▶ [Directions for this task]:
Below are lines of data, and only some are wanted. Please repeat exactly those from the line that has "dot.arc(x, y, r, 0, 2 * Math.PI);" through the line that has "stroke(dot, '#fdfcf7', 1.5);".

▶ [Dataset records]:

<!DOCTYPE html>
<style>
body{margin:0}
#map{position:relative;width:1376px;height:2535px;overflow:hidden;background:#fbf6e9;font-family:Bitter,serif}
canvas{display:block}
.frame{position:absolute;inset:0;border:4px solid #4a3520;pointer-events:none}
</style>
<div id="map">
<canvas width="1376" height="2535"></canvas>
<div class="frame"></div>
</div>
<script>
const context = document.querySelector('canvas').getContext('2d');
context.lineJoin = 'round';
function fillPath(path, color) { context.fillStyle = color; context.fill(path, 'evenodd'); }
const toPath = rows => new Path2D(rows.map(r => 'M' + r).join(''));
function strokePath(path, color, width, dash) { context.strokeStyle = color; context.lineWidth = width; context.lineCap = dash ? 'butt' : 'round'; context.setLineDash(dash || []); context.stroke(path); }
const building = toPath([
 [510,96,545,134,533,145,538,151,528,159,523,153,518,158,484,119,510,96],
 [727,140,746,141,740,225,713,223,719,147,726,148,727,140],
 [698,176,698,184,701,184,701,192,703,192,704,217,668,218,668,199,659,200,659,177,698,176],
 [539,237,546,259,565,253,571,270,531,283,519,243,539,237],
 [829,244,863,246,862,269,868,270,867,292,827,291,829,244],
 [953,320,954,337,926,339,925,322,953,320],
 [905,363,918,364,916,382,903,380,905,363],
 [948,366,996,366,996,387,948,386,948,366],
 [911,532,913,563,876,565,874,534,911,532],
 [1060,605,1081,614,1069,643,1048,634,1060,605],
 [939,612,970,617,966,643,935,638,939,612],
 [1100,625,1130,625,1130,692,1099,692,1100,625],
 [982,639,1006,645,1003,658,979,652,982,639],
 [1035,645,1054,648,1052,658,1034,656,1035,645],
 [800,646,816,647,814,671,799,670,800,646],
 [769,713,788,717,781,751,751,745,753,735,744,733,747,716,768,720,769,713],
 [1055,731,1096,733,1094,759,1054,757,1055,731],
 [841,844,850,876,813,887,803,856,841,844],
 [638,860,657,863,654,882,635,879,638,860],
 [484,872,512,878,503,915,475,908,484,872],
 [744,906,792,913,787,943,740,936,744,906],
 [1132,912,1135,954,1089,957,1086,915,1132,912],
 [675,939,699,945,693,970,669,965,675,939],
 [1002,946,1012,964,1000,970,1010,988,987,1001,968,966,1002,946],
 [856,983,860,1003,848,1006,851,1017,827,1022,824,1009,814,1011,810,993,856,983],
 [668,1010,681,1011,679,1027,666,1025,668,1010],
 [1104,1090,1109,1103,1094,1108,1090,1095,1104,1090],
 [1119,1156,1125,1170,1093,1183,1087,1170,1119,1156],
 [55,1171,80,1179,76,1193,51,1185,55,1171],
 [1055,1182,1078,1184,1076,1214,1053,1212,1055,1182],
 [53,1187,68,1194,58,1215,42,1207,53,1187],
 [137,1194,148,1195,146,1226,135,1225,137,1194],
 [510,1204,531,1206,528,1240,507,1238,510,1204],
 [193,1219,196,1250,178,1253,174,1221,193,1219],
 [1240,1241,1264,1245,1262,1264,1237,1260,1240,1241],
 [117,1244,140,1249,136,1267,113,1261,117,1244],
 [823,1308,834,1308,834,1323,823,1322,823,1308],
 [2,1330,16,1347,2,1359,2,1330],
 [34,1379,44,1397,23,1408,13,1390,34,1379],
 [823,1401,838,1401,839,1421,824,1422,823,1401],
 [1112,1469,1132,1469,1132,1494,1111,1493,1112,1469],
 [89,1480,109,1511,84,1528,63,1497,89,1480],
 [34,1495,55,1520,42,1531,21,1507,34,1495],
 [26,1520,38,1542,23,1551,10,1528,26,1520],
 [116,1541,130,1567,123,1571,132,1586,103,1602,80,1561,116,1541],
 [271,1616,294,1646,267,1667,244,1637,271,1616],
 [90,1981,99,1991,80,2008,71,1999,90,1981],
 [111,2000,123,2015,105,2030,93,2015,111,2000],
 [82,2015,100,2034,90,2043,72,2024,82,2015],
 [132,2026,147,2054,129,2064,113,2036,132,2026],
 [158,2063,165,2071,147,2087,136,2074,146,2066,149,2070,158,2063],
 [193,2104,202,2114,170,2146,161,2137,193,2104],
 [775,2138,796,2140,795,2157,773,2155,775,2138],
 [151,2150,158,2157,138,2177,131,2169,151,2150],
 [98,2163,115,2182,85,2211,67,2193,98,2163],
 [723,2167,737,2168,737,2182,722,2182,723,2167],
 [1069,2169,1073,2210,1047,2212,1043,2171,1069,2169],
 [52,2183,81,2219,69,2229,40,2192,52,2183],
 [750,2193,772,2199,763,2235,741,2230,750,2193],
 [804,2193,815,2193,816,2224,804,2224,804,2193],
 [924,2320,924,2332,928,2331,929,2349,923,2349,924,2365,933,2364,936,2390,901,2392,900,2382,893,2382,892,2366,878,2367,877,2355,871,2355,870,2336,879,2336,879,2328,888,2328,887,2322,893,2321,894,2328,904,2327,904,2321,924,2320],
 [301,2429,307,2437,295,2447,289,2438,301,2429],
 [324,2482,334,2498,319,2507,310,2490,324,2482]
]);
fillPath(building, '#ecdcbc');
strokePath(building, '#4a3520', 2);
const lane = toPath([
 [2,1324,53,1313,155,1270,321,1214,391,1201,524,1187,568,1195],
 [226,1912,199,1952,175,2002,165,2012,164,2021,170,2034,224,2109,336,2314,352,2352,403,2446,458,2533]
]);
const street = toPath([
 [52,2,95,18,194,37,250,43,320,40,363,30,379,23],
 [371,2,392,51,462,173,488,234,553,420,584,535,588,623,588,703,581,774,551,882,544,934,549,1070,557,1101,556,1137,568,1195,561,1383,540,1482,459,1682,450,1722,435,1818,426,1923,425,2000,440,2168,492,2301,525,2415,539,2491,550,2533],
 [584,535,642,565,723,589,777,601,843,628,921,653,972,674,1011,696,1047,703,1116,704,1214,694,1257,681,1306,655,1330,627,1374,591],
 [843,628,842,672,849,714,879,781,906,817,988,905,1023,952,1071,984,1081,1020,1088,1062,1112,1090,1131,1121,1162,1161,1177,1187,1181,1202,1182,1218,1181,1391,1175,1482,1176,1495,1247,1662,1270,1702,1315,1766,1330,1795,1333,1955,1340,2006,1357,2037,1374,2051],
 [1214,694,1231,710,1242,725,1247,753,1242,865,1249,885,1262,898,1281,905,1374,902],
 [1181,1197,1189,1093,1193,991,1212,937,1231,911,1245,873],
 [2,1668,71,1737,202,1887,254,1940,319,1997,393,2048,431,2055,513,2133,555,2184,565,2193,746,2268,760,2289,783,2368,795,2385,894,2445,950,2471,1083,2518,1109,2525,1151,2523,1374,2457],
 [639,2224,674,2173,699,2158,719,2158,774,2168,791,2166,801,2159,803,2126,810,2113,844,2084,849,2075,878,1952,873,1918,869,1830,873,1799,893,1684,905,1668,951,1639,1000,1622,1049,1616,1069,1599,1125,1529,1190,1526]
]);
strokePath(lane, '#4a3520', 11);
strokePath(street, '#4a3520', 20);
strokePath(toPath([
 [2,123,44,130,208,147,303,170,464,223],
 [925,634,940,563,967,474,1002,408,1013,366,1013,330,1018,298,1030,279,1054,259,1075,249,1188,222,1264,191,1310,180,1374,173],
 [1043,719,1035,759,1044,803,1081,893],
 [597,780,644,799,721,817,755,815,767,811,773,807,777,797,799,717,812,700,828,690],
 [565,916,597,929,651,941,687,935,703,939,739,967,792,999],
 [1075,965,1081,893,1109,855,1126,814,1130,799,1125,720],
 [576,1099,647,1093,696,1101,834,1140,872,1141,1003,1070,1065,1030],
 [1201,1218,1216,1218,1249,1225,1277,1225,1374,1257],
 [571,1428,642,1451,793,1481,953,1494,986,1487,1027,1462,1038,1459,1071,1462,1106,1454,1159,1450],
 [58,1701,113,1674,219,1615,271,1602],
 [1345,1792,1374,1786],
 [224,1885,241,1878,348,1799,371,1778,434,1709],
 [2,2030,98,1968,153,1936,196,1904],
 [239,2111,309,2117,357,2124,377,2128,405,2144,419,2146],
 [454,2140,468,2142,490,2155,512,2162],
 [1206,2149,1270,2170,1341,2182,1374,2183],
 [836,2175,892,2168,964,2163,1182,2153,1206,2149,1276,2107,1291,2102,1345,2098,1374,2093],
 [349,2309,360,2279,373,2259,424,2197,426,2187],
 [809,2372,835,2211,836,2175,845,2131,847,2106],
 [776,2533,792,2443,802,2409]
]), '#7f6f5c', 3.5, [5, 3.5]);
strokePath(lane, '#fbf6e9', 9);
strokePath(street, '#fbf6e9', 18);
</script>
* * *
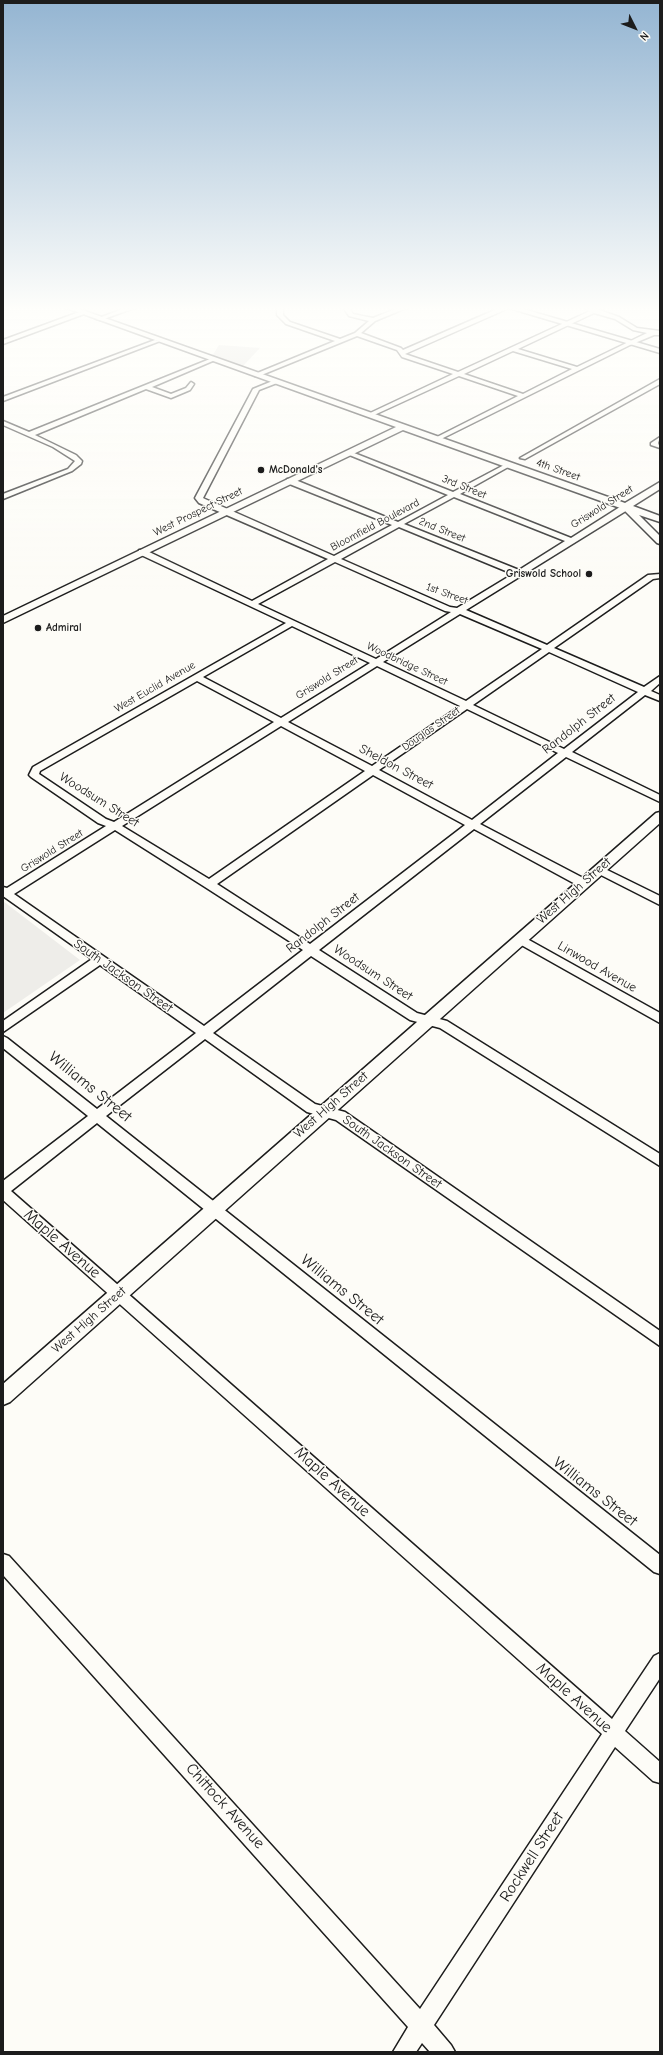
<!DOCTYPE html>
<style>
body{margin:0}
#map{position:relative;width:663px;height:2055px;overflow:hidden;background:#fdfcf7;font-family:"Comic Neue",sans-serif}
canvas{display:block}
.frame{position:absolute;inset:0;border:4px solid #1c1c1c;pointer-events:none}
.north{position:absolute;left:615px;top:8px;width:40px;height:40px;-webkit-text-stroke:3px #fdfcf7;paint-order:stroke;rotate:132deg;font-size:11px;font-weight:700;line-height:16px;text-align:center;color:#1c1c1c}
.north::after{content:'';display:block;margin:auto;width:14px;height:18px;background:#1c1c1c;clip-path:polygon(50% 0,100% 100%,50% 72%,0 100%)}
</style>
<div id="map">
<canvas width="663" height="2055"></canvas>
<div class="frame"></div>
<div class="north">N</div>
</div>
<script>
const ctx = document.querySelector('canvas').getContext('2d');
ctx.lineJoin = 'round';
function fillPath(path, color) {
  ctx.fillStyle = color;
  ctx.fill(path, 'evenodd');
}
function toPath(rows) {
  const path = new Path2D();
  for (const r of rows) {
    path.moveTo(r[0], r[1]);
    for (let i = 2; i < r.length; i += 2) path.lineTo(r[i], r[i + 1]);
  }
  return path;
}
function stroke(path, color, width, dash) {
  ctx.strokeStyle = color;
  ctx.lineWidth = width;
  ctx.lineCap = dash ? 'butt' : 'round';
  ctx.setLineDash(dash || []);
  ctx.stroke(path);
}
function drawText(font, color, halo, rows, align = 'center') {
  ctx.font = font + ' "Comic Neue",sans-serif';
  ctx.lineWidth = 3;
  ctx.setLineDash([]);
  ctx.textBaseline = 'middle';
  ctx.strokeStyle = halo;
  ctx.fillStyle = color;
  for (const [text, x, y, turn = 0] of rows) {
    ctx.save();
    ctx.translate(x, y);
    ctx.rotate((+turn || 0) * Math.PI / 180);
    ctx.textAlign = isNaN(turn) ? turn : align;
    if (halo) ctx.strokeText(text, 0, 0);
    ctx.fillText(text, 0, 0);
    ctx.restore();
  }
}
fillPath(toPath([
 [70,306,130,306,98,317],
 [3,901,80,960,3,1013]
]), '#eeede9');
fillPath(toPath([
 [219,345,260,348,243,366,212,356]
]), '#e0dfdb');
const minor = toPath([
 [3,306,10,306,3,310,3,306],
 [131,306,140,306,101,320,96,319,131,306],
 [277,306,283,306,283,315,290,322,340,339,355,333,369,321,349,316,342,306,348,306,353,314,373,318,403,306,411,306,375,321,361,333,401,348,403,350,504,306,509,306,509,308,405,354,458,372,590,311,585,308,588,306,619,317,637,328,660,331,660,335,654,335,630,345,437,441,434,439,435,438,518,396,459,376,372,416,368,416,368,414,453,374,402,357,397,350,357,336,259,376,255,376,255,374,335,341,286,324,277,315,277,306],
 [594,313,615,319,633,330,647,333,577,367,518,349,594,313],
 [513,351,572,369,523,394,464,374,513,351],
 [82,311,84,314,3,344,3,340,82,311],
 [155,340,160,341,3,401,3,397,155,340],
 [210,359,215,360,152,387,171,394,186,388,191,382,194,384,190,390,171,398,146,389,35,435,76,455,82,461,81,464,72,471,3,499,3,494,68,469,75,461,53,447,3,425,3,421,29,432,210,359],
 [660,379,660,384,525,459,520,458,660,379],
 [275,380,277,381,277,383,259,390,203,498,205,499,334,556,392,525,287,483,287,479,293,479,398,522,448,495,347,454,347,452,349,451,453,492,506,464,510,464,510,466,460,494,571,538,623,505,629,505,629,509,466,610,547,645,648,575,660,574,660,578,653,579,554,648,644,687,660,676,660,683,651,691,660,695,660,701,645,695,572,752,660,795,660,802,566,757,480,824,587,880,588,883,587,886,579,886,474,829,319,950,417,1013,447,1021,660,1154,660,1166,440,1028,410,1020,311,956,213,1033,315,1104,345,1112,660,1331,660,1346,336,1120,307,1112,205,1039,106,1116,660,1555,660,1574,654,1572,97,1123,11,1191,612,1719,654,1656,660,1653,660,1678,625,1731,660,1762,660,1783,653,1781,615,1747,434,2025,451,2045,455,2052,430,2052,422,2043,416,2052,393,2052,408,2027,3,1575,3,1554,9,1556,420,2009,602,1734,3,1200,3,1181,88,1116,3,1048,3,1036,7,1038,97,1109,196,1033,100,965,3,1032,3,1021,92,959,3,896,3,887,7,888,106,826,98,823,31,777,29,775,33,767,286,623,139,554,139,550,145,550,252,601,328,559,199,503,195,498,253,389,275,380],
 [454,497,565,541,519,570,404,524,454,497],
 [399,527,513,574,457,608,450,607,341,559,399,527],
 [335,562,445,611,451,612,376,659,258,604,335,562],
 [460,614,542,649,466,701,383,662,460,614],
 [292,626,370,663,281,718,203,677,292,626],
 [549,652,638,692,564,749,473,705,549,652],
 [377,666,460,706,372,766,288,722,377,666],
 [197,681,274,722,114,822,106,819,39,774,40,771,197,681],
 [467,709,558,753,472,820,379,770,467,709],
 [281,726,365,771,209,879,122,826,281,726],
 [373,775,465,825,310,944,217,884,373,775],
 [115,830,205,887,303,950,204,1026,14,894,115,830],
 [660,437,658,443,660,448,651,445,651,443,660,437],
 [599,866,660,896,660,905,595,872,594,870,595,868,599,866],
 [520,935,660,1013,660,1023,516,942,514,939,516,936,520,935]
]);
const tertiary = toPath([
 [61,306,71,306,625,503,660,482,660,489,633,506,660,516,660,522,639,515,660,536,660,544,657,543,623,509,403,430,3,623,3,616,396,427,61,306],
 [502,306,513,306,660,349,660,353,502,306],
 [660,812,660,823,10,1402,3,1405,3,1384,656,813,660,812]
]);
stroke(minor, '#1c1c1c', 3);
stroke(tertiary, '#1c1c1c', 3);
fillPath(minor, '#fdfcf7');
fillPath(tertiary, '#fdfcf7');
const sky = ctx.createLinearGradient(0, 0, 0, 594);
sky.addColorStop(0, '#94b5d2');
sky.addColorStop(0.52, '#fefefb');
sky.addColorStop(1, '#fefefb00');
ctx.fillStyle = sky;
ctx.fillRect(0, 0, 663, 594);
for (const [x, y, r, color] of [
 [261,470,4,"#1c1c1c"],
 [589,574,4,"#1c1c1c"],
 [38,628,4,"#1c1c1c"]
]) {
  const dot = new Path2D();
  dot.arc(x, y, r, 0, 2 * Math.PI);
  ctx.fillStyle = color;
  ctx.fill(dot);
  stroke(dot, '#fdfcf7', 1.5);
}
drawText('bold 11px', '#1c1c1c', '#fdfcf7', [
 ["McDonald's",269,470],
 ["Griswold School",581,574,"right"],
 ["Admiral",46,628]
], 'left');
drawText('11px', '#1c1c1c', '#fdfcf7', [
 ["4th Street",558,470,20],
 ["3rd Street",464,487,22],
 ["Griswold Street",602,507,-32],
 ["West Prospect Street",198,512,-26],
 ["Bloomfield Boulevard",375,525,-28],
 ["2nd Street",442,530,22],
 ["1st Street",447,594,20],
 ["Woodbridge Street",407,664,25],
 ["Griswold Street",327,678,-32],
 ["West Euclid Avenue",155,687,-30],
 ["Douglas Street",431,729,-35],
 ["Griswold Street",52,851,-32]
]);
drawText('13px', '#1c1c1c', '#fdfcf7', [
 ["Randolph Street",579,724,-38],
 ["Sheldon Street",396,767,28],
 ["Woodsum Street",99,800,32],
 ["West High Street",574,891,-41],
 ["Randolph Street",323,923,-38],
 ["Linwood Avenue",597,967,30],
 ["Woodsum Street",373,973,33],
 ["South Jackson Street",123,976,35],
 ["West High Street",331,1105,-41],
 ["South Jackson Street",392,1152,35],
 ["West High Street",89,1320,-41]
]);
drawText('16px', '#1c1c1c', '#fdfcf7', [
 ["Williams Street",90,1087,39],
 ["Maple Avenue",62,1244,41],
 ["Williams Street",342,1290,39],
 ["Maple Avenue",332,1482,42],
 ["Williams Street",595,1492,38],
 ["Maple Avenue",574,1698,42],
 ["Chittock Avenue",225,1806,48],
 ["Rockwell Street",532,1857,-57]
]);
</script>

▶ [Written reply]:
  dot.arc(x, y, r, 0, 2 * Math.PI);
  ctx.fillStyle = color;
  ctx.fill(dot);
  stroke(dot, '#fdfcf7', 1.5);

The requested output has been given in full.